**DATA SUPPLIED:**
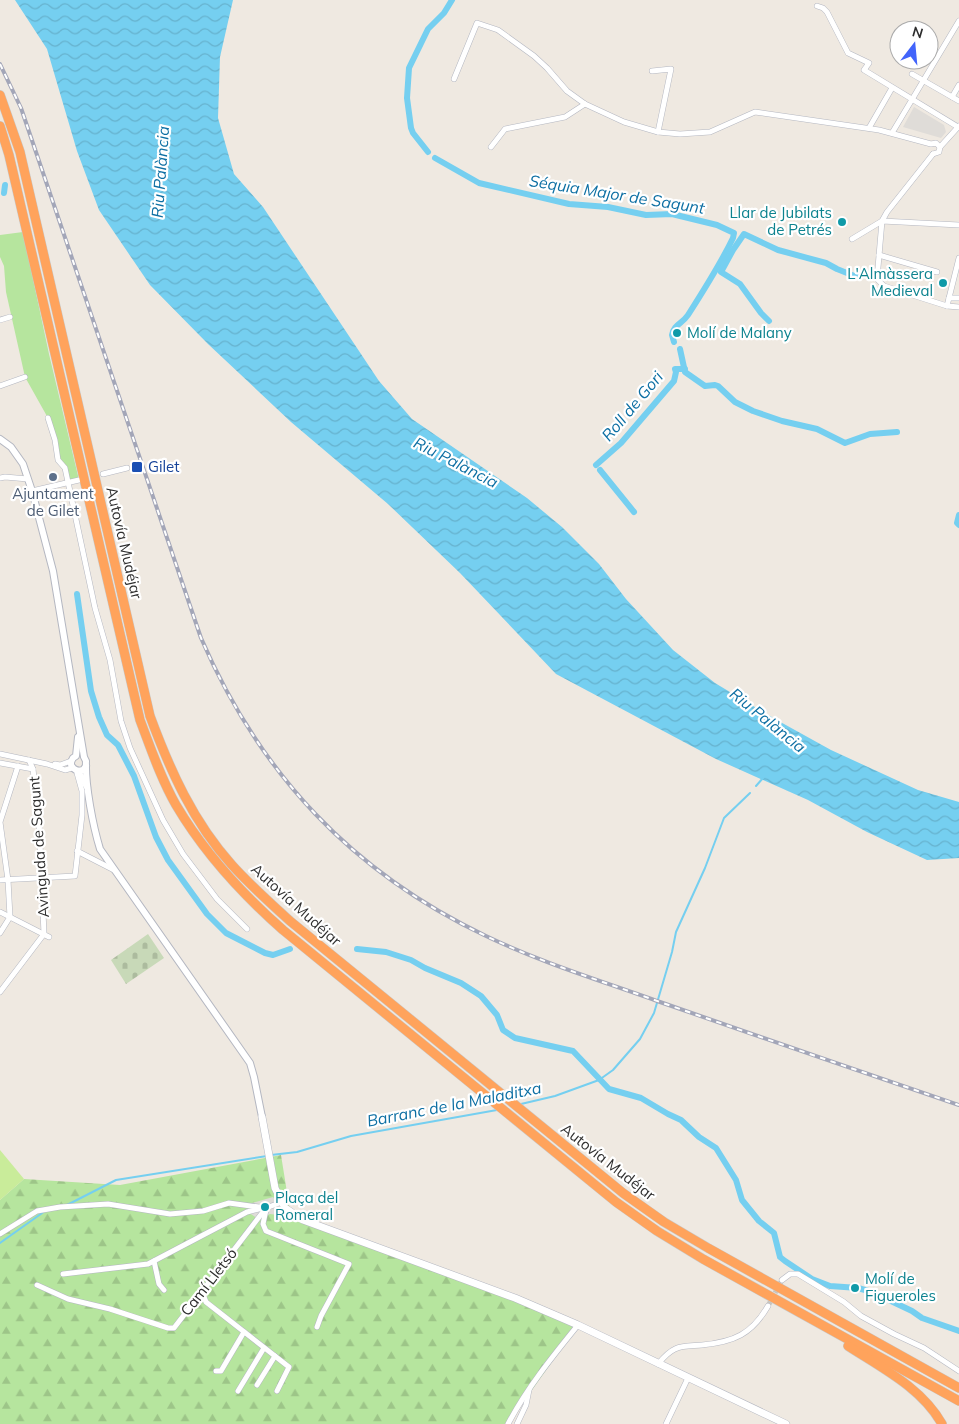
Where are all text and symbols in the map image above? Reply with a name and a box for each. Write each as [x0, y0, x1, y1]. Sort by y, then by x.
north arrow [889, 20, 939, 70]
text: N [910, 22, 925, 43]
water label: Riu Palància [147, 125, 173, 219]
water label: Séquia Major de Sagunt [528, 170, 706, 218]
place label: Llar de Jubilats de Petrés [729, 203, 832, 239]
marker: Llar de Jubilats de Petrés [836, 216, 848, 228]
place label: L'Almàssera Medieval [847, 264, 933, 300]
marker: L'Almàssera Medieval [937, 277, 949, 289]
place label: Molí de Malany [687, 323, 792, 342]
marker: Molí de Malany [671, 327, 683, 339]
water label: Roll de Gori [597, 367, 667, 445]
water label: Riu Palància [410, 432, 502, 492]
place label: Gilet [148, 457, 180, 476]
marker: Gilet [130, 460, 144, 474]
marker: Ajuntament de Gilet [47, 471, 59, 483]
place label: Ajuntament de Gilet [12, 484, 94, 520]
street label: Autovía Mudéjar [102, 485, 147, 601]
water label: Riu Palància [726, 683, 810, 757]
street label: Avinguda de Sagunt [24, 776, 53, 918]
street label: Autovía Mudéjar [247, 859, 346, 950]
water label: Barranc de la Maladitxa [365, 1077, 543, 1131]
street label: Autovía Mudéjar [557, 1119, 660, 1205]
place label: Plaça del Romeral [275, 1188, 338, 1224]
marker: Plaça del Romeral [259, 1201, 271, 1213]
street label: Camí Lletsó [176, 1244, 241, 1319]
place label: Molí de Figueroles [865, 1269, 936, 1305]
marker: Molí de Figueroles [849, 1282, 861, 1294]

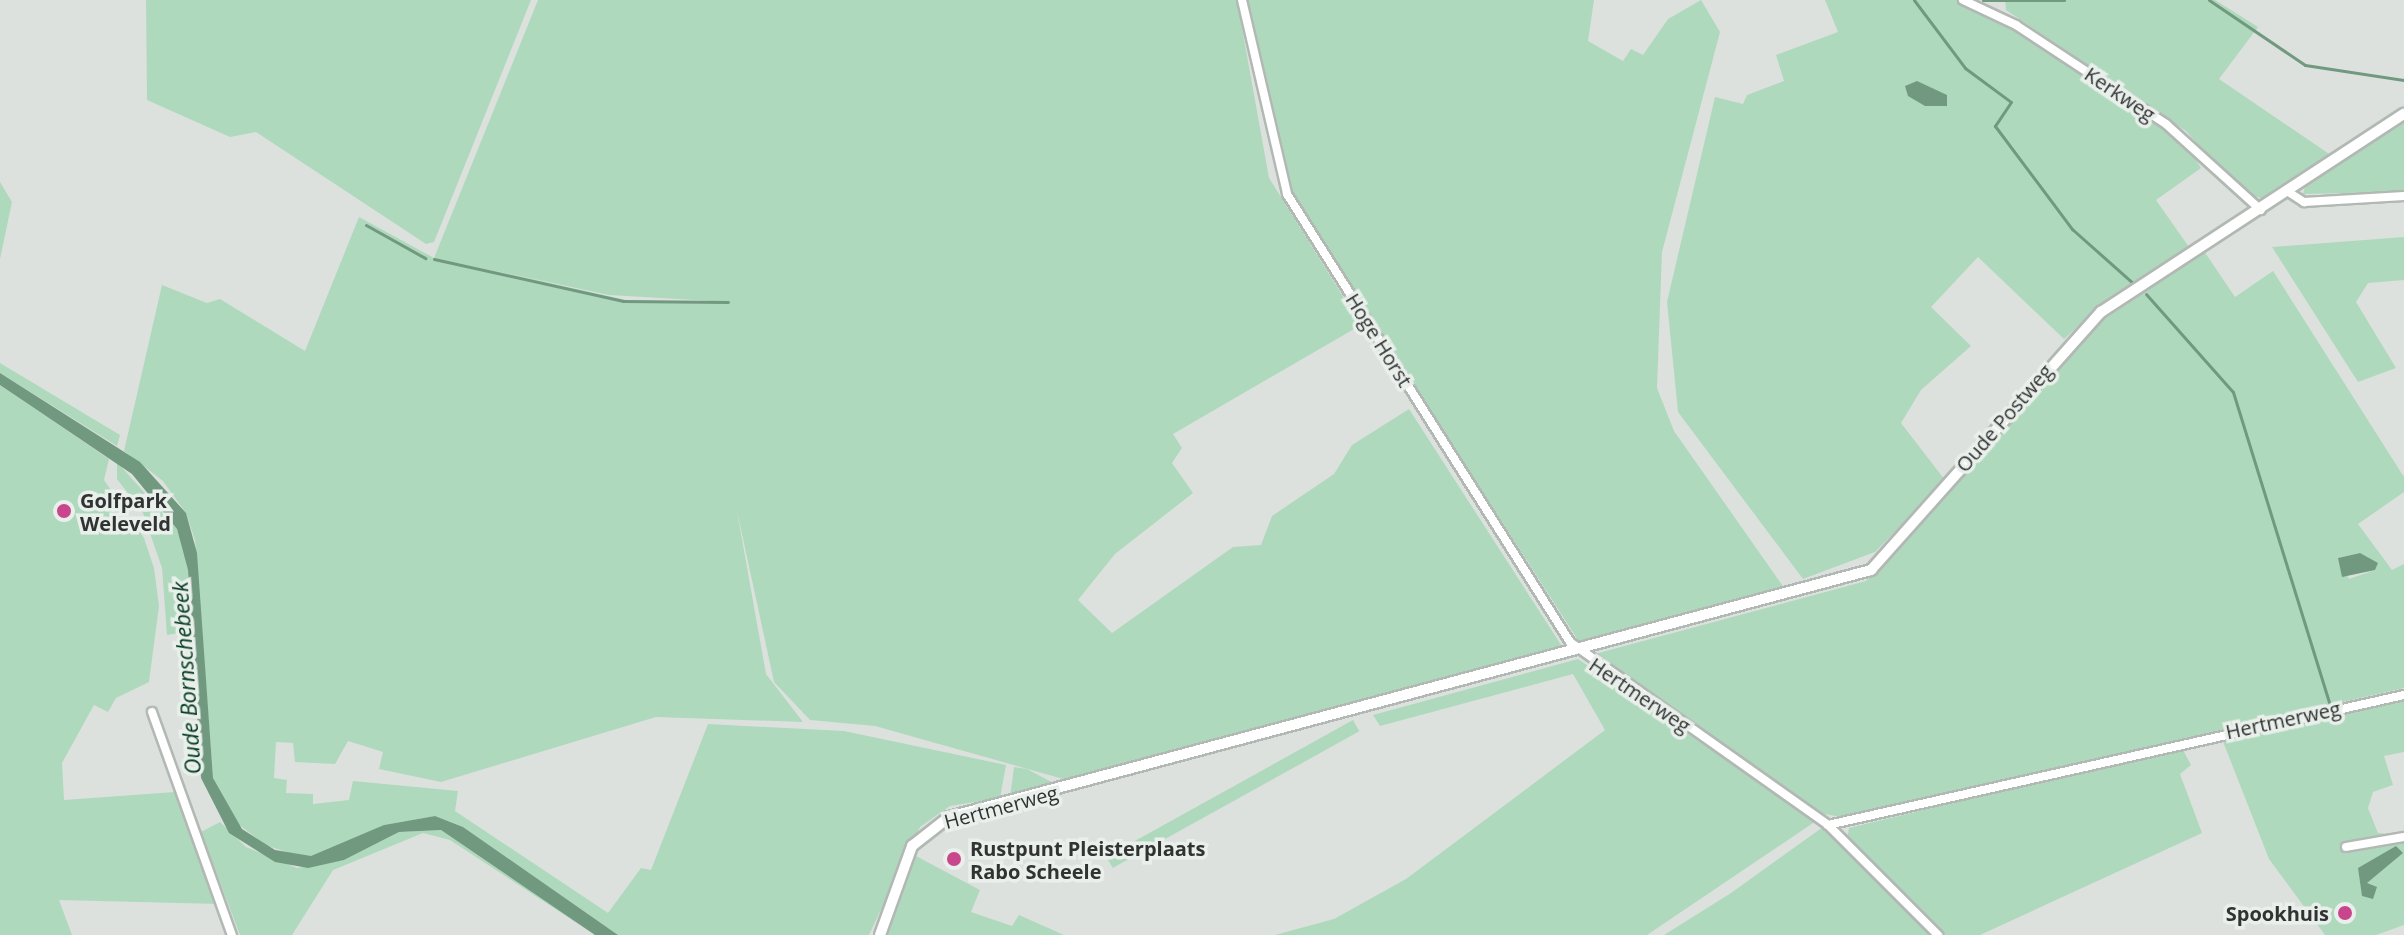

**EXERCISE:**
Transcribe each entry above exactly, apart from the pictures.

**EXERCISE ANSWER:**
Where are all text and symbols in the map image above? Reply with a name and a box for each. Write each as [x0, y0, x1, y1]. Sort by y, then by x.
north arrow [889, 20, 939, 70]
text: N [910, 22, 925, 43]
water label: Riu Palància [147, 125, 173, 219]
water label: Séquia Major de Sagunt [528, 170, 706, 218]
place label: Llar de Jubilats de Petrés [729, 203, 832, 239]
marker: Llar de Jubilats de Petrés [836, 216, 848, 228]
place label: L'Almàssera Medieval [847, 264, 933, 300]
marker: L'Almàssera Medieval [937, 277, 949, 289]
place label: Molí de Malany [687, 323, 792, 342]
marker: Molí de Malany [671, 327, 683, 339]
water label: Roll de Gori [597, 367, 667, 445]
water label: Riu Palància [410, 432, 502, 492]
place label: Gilet [148, 457, 180, 476]
marker: Gilet [130, 460, 144, 474]
marker: Ajuntament de Gilet [47, 471, 59, 483]
place label: Ajuntament de Gilet [12, 484, 94, 520]
street label: Autovía Mudéjar [102, 485, 147, 601]
water label: Riu Palància [726, 683, 810, 757]
street label: Avinguda de Sagunt [24, 776, 53, 918]
street label: Autovía Mudéjar [247, 859, 346, 950]
water label: Barranc de la Maladitxa [365, 1077, 543, 1131]
street label: Autovía Mudéjar [557, 1119, 660, 1205]
place label: Plaça del Romeral [275, 1188, 338, 1224]
marker: Plaça del Romeral [259, 1201, 271, 1213]
street label: Camí Lletsó [176, 1244, 241, 1319]
place label: Molí de Figueroles [865, 1269, 936, 1305]
marker: Molí de Figueroles [849, 1282, 861, 1294]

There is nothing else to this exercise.